Zij slaapt tegen de hoek van het raam, haar kind met open ogen dringt misschien in de oranje en groene kaleidoscoop van het gordijn dat als een waaier is opgebonden, iedere cirkel een ander oog met een pupil die even donker is als de pupil die hem opneemt, en tussen de moeder en het kind het blinde oog van de ontblote borst, de rozerode pupil die mij ziet komen, ziet neerzitten op de bank tegenover, gluurder naar wat gluurt, de verweerde en verwoeste borst van het slapende meisje, minuscule ster waaromheen zou je zeggen de twee hoofden harmonieus draaiden totdat mijn komst ze boven en beneden heeft gefixeerd, slapen en waken als grote manen rond de kleine gebruinde zon die een beweging van de hand op een gegeven moment zal verbergen, de vluchtige verwarring, de Indiaanse glimlach gesluierd door een afstand die niemand zal kunnen meten in kilometers, in lichtjaren.
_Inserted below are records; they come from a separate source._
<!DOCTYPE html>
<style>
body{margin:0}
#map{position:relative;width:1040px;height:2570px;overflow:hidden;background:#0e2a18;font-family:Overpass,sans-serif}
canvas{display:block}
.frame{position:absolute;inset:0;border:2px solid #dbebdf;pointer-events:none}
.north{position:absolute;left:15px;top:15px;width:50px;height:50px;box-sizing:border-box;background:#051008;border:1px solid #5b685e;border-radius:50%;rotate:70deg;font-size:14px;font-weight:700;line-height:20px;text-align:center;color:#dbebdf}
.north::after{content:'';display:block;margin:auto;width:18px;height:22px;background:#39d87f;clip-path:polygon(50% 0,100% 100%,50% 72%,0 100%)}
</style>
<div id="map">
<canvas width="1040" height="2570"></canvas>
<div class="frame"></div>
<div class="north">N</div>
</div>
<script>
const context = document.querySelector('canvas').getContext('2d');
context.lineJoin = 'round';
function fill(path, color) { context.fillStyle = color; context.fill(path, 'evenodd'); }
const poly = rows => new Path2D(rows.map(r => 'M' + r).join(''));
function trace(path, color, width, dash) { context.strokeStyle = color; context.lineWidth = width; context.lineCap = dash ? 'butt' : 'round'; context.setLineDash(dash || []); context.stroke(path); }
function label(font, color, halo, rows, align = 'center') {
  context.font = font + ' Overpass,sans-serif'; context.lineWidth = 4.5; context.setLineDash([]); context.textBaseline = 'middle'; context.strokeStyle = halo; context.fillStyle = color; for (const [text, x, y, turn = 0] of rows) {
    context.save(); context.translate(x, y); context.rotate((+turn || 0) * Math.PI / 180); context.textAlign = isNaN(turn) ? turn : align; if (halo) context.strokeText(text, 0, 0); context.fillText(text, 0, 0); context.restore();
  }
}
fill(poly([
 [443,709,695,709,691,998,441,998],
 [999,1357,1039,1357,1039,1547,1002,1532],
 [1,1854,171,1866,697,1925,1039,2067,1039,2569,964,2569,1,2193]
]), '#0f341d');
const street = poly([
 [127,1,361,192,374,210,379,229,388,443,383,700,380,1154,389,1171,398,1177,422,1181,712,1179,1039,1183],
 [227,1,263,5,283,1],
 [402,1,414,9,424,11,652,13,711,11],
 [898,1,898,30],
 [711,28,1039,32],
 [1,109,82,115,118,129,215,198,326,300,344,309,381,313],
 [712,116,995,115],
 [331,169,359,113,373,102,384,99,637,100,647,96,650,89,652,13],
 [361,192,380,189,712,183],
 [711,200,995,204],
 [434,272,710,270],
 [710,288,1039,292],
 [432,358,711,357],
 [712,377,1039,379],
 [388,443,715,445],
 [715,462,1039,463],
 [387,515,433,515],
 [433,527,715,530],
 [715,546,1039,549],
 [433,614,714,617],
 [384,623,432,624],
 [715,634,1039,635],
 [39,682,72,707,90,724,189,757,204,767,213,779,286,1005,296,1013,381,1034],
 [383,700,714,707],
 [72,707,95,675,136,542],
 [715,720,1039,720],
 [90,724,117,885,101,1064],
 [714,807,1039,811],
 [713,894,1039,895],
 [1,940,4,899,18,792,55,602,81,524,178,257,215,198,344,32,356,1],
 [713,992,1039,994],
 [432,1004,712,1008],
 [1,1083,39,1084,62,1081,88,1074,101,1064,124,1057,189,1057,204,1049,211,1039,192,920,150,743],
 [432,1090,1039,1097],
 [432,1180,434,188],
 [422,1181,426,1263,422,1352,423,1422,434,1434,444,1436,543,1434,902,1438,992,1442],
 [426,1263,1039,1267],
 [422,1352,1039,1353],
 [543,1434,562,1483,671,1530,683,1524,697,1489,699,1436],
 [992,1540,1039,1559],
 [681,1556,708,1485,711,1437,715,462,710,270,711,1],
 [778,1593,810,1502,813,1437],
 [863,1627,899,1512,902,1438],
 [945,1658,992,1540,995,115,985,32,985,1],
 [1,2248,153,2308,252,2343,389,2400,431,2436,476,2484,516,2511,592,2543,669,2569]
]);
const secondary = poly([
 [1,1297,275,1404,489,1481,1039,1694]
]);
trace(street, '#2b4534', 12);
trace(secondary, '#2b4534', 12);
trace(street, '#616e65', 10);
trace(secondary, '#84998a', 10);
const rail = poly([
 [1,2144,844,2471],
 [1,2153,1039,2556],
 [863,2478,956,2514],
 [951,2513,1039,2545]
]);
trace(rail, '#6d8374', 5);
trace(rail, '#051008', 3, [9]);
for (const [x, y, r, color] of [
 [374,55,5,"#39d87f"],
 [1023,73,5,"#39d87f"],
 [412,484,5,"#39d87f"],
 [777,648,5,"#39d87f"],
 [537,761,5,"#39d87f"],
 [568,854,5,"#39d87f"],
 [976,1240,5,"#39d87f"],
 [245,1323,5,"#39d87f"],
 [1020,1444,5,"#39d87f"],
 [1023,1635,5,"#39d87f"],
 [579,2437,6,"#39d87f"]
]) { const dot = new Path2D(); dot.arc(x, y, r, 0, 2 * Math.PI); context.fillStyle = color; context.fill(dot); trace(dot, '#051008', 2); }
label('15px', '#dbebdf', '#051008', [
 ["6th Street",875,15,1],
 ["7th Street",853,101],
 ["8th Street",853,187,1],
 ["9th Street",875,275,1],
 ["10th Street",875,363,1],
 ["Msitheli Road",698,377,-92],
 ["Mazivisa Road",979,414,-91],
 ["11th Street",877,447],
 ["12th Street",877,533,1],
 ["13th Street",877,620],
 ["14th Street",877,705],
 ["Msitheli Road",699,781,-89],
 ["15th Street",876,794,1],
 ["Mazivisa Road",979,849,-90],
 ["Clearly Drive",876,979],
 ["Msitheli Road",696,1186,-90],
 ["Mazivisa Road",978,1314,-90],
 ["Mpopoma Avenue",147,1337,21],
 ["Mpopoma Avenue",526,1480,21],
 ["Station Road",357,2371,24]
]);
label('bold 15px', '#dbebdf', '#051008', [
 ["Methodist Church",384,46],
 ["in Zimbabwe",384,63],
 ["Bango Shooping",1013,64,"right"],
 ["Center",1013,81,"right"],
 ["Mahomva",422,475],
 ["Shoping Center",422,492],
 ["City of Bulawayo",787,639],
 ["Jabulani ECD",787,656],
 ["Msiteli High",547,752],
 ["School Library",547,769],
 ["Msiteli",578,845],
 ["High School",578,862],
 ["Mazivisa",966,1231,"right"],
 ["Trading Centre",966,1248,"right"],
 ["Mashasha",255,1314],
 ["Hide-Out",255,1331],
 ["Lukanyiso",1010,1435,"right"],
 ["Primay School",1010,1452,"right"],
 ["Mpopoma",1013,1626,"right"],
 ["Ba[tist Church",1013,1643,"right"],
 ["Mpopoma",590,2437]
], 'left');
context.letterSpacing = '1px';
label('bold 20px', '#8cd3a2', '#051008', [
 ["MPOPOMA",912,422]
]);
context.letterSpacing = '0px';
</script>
En dan, als ik. al wil uitstappen, de ogen van die jongen die als een boodschap zonder woorden in mij gaan, ik die deze reis tegen de woorden ben begonnen in een poging van schrijven iets anders te maken. Hoe kon hij voor je camera blijven. Manja, wat een wanhoop huisde er in hem dat hij je recht in je gezicht kijkt met ogen van glas en die mond gesloten rond een stilte, die huid die door onbarmhartig weer en oorvijgen is afgeranseld.
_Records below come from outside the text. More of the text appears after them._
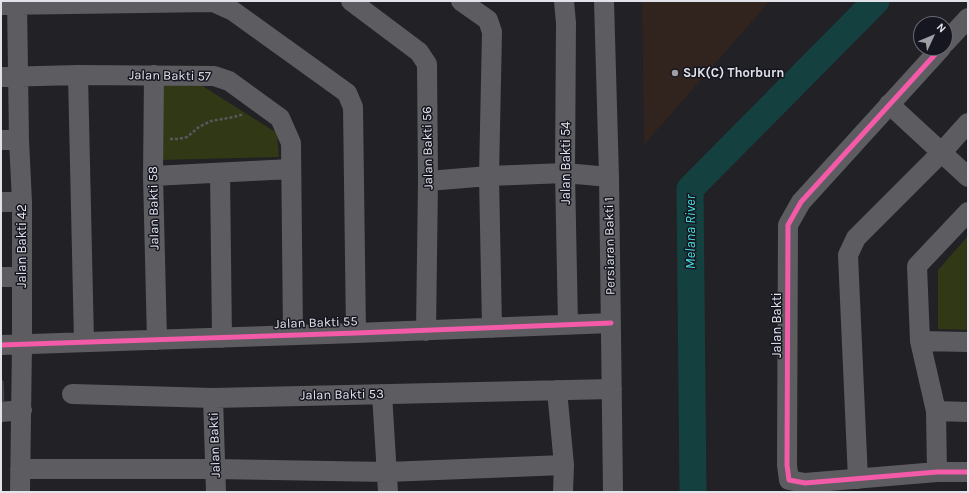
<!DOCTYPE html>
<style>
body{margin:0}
#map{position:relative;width:969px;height:493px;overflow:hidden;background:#212126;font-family:Karla,sans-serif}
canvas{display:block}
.frame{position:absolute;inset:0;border:2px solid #e2e3ea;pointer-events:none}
.north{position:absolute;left:913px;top:16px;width:40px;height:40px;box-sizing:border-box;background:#151620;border:1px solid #676871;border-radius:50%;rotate:46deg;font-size:11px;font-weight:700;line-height:16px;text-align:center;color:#e2e3ea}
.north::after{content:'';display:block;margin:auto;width:14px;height:18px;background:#9e9fa5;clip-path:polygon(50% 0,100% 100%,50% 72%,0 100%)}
</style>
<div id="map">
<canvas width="969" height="493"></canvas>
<div class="frame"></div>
<div class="north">N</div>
</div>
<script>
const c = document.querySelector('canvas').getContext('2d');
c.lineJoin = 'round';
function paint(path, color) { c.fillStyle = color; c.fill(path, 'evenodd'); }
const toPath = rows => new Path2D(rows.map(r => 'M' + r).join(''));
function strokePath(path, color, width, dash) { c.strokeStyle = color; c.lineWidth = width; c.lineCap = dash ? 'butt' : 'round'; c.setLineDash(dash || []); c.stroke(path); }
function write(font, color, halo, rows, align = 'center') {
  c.font = font + ' Karla,sans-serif'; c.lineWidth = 3; c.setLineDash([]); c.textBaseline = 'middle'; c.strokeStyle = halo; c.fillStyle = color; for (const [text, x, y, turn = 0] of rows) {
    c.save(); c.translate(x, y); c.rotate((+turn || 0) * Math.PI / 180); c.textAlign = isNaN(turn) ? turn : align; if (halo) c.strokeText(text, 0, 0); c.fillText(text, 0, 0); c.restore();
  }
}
paint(toPath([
 [642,1,770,1,644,145]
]), '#31231d');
paint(toPath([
 [160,83,201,85,277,133,279,157,160,160],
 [968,236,968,330,938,329,938,270]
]), '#303816');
strokePath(toPath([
 [693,492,690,189,876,1]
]), '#154040', 27);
const building = toPath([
 [1,381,3,381,4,405,1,406,1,381]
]);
paint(building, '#403836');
strokePath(building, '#4b494a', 1);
strokePath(toPath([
 [170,139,178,139,187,137,199,127,211,121,234,117,244,114]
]), '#57585c', 2.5, [3, 2]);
strokePath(toPath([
 [17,1,19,140,22,202,22,344,20,492],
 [351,1,419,52,427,64,428,181,426,331],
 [461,1,488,20,492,32,489,176,492,328],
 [564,1,566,23,565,173,568,325],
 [604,1,609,177,613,492],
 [1,5,213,2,233,11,347,93,353,107,356,333],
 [945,43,968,18],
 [941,48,801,202,788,225,787,465,789,480,805,483,937,472,968,472],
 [78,75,84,342],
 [154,75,153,176,157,340],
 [1,77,78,75,214,76,229,81,280,118,291,143,293,335],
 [889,104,968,177],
 [1,140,19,140],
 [220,173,222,338],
 [153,176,291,169],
 [428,181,489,176,565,173,609,177],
 [1,202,22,202],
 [1,277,22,277],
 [920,341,968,342],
 [1,345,356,333,611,323],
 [557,390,564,465,563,492],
 [72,394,213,398,612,389],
 [382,394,388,492],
 [213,398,216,492],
 [936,411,968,412],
 [1,412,22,410],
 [20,469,215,469,387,472,564,465],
 [937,472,936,411,920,341,917,266,968,212],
 [858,479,848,255,856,238,942,152,968,123]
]), '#5c5c61', 20);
strokePath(toPath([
 [941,48,801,202,788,225,787,465,789,480,805,483,937,472,968,472],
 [1,345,356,333,611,323]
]), '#f35aa7', 5);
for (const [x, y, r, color] of [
 [675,73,4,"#9e9fa5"]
]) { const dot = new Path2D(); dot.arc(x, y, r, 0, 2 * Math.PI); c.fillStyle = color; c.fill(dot); strokePath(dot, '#151620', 1.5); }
write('bold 13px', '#e2e3ea', '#151620', [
 ["SJK(C) Thorburn",683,73]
], 'left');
write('13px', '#e2e3ea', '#151620', [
 ["Jalan Bakti 57",170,76,1],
 ["Jalan Bakti 56",428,148,-91],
 ["Jalan Bakti 54",566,163,-90],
 ["Jalan Bakti 58",154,208,-91],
 ["Jalan Bakti 42",22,246,-90],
 ["Persiaran Bakti 1",610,246,-91],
 ["Jalan Bakti 55",316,323,-2],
 ["Jalan Bakti",777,325,-90],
 ["Jalan Bakti 53",342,395,-1],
 ["Jalan Bakti",215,445,-92]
]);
write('italic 14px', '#46dcdd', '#151620', [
 ["Melana River",691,232,-90]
]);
</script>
… in lompen gehuld zoals de vrouw met haar bundel en stok die nu vlak langs de olifantepoot van een boom gaat (en wat zijn dat voor versieringen, die rondassen, wat zijn dat voor Griekse Swahili Myeeense Masai Tolteekse Viking Quechua schilden, prachtig op de achtergrond met hun zwarte tekens als doodshoofdvlinders?), er is uiteraard geen enkele reden waarom de mouw van ons jasje ook als het ware zou zijn gekerfd door de armoede, bijna mooi doorploegd met scheuren die de vrouw niet meer denkt te herstellen terwijl ze voortgaat, opnieuw nachtmerriegestalte met haar blik vast gericht op een onkenbaar doel dat het niets kan zijn of de horizon van de bergen wat het zelfde is.
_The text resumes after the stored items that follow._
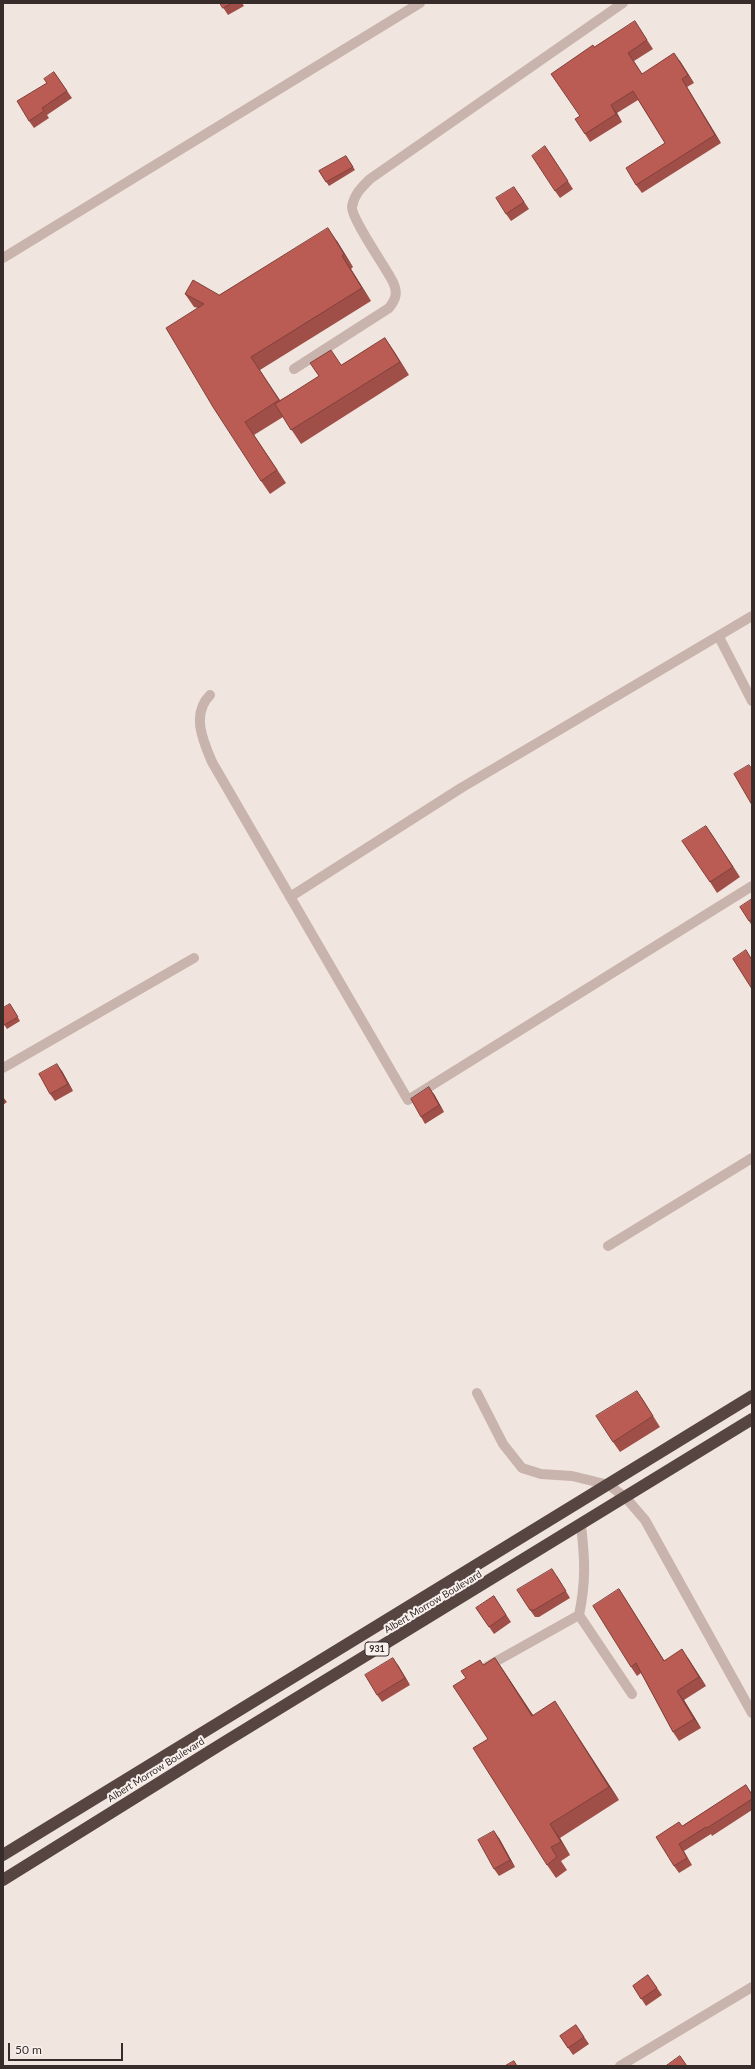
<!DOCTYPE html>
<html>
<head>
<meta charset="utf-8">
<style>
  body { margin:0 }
  #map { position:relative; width:755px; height:2069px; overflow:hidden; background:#f1e6df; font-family:Lato,sans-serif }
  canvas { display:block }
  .frame { position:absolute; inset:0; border:4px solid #372c2a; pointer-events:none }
  .scale { position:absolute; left:8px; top:2043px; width:115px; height:18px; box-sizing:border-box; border:2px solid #372c2a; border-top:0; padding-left:5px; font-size:12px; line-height:14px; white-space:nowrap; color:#372c2a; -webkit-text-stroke:3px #f8f0ec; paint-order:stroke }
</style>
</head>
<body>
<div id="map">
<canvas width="755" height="2069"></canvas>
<div class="frame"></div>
<div class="scale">50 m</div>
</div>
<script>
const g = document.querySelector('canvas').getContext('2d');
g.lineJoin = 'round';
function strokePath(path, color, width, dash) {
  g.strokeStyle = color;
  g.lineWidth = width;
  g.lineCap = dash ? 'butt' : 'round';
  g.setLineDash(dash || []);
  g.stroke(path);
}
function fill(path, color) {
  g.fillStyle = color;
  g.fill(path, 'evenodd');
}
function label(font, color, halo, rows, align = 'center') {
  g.font = font + ' Lato,sans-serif';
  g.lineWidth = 4;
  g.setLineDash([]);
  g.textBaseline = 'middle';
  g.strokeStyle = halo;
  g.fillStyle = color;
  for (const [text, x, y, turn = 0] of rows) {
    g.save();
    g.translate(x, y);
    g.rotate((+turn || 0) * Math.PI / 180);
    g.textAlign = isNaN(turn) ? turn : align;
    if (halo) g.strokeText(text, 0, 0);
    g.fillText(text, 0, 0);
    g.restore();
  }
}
strokePath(new Path2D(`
  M3 258 420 3
  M294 369 389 308C396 299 398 293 393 282 386 268 351 218 352 207 354 194 362 187 370 179L623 3
  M719 637 752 701
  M210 695C191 714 203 741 212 762L408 1100 752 886
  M290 897 461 788 752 616
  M3 1068 194 958
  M608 1246 752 1158
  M477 1393 503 1444 522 1468 541 1474 572 1476 609 1485 626 1498 645 1520 752 1713
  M581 1525C585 1559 586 1582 579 1615L632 1694
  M486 1667 579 1615
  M620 2066 752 1987`), '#c8b4ac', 10);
strokePath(new Path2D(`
  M3 1855 752 1396
  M3 1880 223 1743 752 1419`), '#574542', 12);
fill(new Path2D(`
  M220 3H242L244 6 228 15Z
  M640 29 653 49 634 61 642 74 680 61 694 83 687 87 721 143 642 193 636 185 665 143 638 100 617 113 622 122 590 142 585 134 580 116 594 47Z
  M54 72 72 98 47 115 49 118 34 128 29 121 47 83Z
  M550 153 573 189 560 198 555 191Z
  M346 156 355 170 329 186 319 171Z
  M519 194 529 209 511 221 506 214Z
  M337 241 353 267 351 269 371 301 260 370 280 400 342 365 385 338 409 375 301 444 283 417 254 435 286 483 270 494 261 481 198 308 194 307 185 294 219 295Z
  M706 826 740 877 717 893 710 882Z
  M752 899V926L749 921Z
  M10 1004 20 1021 7 1029 3 1023Z
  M62 1071 73 1091 55 1101 50 1094Z
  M434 1094 444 1112 425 1124 421 1117Z
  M3 1097 7 1102 3 1105Z
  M637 1391 660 1427 620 1452 613 1442Z
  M557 1576 570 1598 539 1617H535L530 1610Z
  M619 1589 664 1660 688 1658 706 1686 684 1700 701 1728 679 1741 673 1732 641 1673 637 1676 631 1667Z
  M494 1596 511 1622 494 1634 476 1608Z
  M495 1658 533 1715H564L619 1800 560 1838 570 1855 561 1861 567 1870 556 1878 547 1865 488 1739 466 1678 483 1665Z
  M398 1665 410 1685 382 1702 377 1695Z
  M746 1785 752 1794V1810L712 1836 711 1834 684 1851 692 1865 679 1873 674 1866 682 1826Z
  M499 1838 515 1867 499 1876 494 1869Z
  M648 1975 662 1995 646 2006 633 1986Z
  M576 2025 589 2044 573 2055 560 2036Z`), '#a04f48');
fill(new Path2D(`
  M674 53 680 61 694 83 688 75Z
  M682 79 687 87 721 143 715 135Z
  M611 105 617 113 622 122 616 114Z
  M328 228 337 241 353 267 344 254Z
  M342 256 351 269 371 301 362 288Z
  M385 338 394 351 409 375 400 362Z
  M245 422 254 435 286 483 277 470Z
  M706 826 713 836 740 877 733 867Z
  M57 1064 62 1071 73 1091 68 1084Z
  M429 1087 434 1094 444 1112 439 1105Z
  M637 1391 644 1401 660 1427 653 1416Z
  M619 1589 625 1598 670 1670 664 1661Z
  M682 1649 688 1658 706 1686 699 1677Z
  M393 1658 398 1665 410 1685 405 1678Z
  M495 1658 504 1671 542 1729 532 1716Z
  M677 1691 684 1700 701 1728 694 1719Z
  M555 1701 564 1715 619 1800 609 1787Z
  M550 1824 560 1838 570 1855 561 1842Z
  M494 1831 499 1838 515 1867 510 1860Z`), '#82403b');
const building = new Path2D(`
  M220 3H232L223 8Z
  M635 21 647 40 628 53 642 74 674 53 688 75 682 79 715 135 636 185 626 168 665 143 633 91 611 105 616 114 585 134 575 119 580 116 551 74 593 45 594 47Z
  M54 72 67 91 42 108 44 111 29 121 17 101 47 83 44 79Z
  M545 146 568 181 555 191 532 156Z
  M346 156 353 167 326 182 319 171Z
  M514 187 524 202 506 214 496 198Z
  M328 228 344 254 342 256 362 288 251 357 279 400 245 422 277 470 261 481 213 407 166 328 204 304 185 294 193 280 219 295Z
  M385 338 400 362 291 430 275 404 319 376 310 363 331 350 341 365Z
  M749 765 752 769V805L734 774Z
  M706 826 733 867 710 882 682 841Z
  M752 899V919L749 921 740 907Z
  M746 950 752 960V989L733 959Z
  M10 1004 18 1017 4 1025 3 1023V1008Z
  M57 1064 68 1084 50 1094 39 1074Z
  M429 1087 439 1105 421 1117 411 1099Z
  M637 1391 653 1416 613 1442 596 1416Z
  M552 1569 566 1591 534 1610H530L517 1590Z
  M619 1589 664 1661 682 1649 699 1677 677 1691 694 1719 673 1732 636 1663 631 1667 593 1606Z
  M494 1596 506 1615 489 1627 476 1608Z
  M393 1658 405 1678 377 1695 365 1675Z
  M495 1658 532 1716 555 1701 609 1787 550 1824 561 1842 551 1847 557 1857 547 1865 473 1748 488 1739 453 1686 466 1678 461 1671 480 1660 483 1665Z
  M746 1785 752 1795V1799L707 1828 706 1827 679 1844 687 1858 674 1866 656 1837 679 1822 682 1826Z
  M494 1831 510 1860 494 1869 478 1840Z
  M648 1975 657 1988 641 1999 633 1986Z
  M576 2025 584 2037 568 2048 560 2036Z
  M680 2056 687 2066H666Z
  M514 2061 517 2066H505Z`);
fill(building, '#ba5c54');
strokePath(building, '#82403b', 1);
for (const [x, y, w] of [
  [377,1649,24]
]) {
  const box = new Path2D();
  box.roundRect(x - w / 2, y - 7, w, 14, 3);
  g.fillStyle = '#f8f0ec';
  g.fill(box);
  strokePath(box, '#372c2a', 1);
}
label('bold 9px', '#372c2a', null, [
  ["931",377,1649]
]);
label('10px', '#372c2a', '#f8f0ec', [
  ["Albert Morrow Boulevard",433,1602,-31],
  ["Albert Morrow Boulevard",156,1770,-32]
]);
</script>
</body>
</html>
Als sommige nachtmerries waarin een rest bewustzijn helpt wakker te worden, het hoofd wakker te schudden buiten de gruwel en de frustratie, nu dit zwijn dat wroet bij de rails op zoek naar wat, op zoek naar het niets tussen het steenslag waarnaast een vrouw op de rug gezien met haar miezerige aanbod maïskolven tot de trein (maar hoeveel treinen komen hier op een dag langs, hoe vaak breekt de eenzaamheid van de woestenij?) iemand brengt die stads is gekleed en een paar munten te voorschijn haalt in ruil voor de kolven, al zal niemand uit de stad ma‹s kopen, het zullen mensen van een ander dorp zijn, de gelijken bij wie iedere munt – die zon heet in Peru, een dubbel belediging voor wie het geld nodig heeft – kostbaar in zijn broekzak weegt en hij zal hem pas in het uiterste geval opgeven, wanneer er onvermijdelijk moet worden te voorschijn gehaald en in de hand gewogen en gerekend en uitgestoken terwijl de vrouw ook goed de kolven telt en alles wordt geteld en berekend en moeizaam wordt uitgewisseld, dan als in sommige nachtmerries waarin een restje bewustzijn helpt om wakker te worden, het hoofd wakker schudden buiten het water van de ontzetting of de schaamte, zo wordt het zwijn dat wroet bij de rails ineens ondraaglijk voor me en ik wend mijn blik af en het is de tafelrand, het glas whisky met ijs en verderop een wandmeubel met de platenverzameling, ik lees Purcell, ik lees Stan Getz, ik lees Sonates voor viool op twintig centimeter van het zwijn dat wroet bij de rails, van de maïskolven en de bundel waar de vrouw godweet wat in heeft zitten maar geen Purcell of sonates, uiteraard ben ik niet in de trein noch op het perron van het station, het is mijn huis aan het eind van de nachtmerrie maar wat is echt de nachtmerrie, hoe is het mogelijk over te gaan van het zwijn naar Purcell zonder je op z’n minst vanuit een onpeilbare diepte te vragen naar het recht dit te doen, de volkomen onverdiende aaneenschakeling van toevallen die mij aan de kant van Purcell plaatst en niet aan die van het zwijn dat wroet bij de rails, dit wat wij achteraf een slecht geweten zullen noemen en waarvan we ons zullen losmaken met een schouderophalen en nouja, je kunt moeilijk alle zonden van de wereld op je nemen, zelfs Marx en Gandhi gingen niet zover, ach wat, de zwijnen aanvaarden die onrecht en verwaarlozing en plundering en vervreemding in zich concentreren, je kunt ook moeilijk naar de bioscoop gaan om de film van Fassbinder te zien (morgen, vandaag is het al te laat)…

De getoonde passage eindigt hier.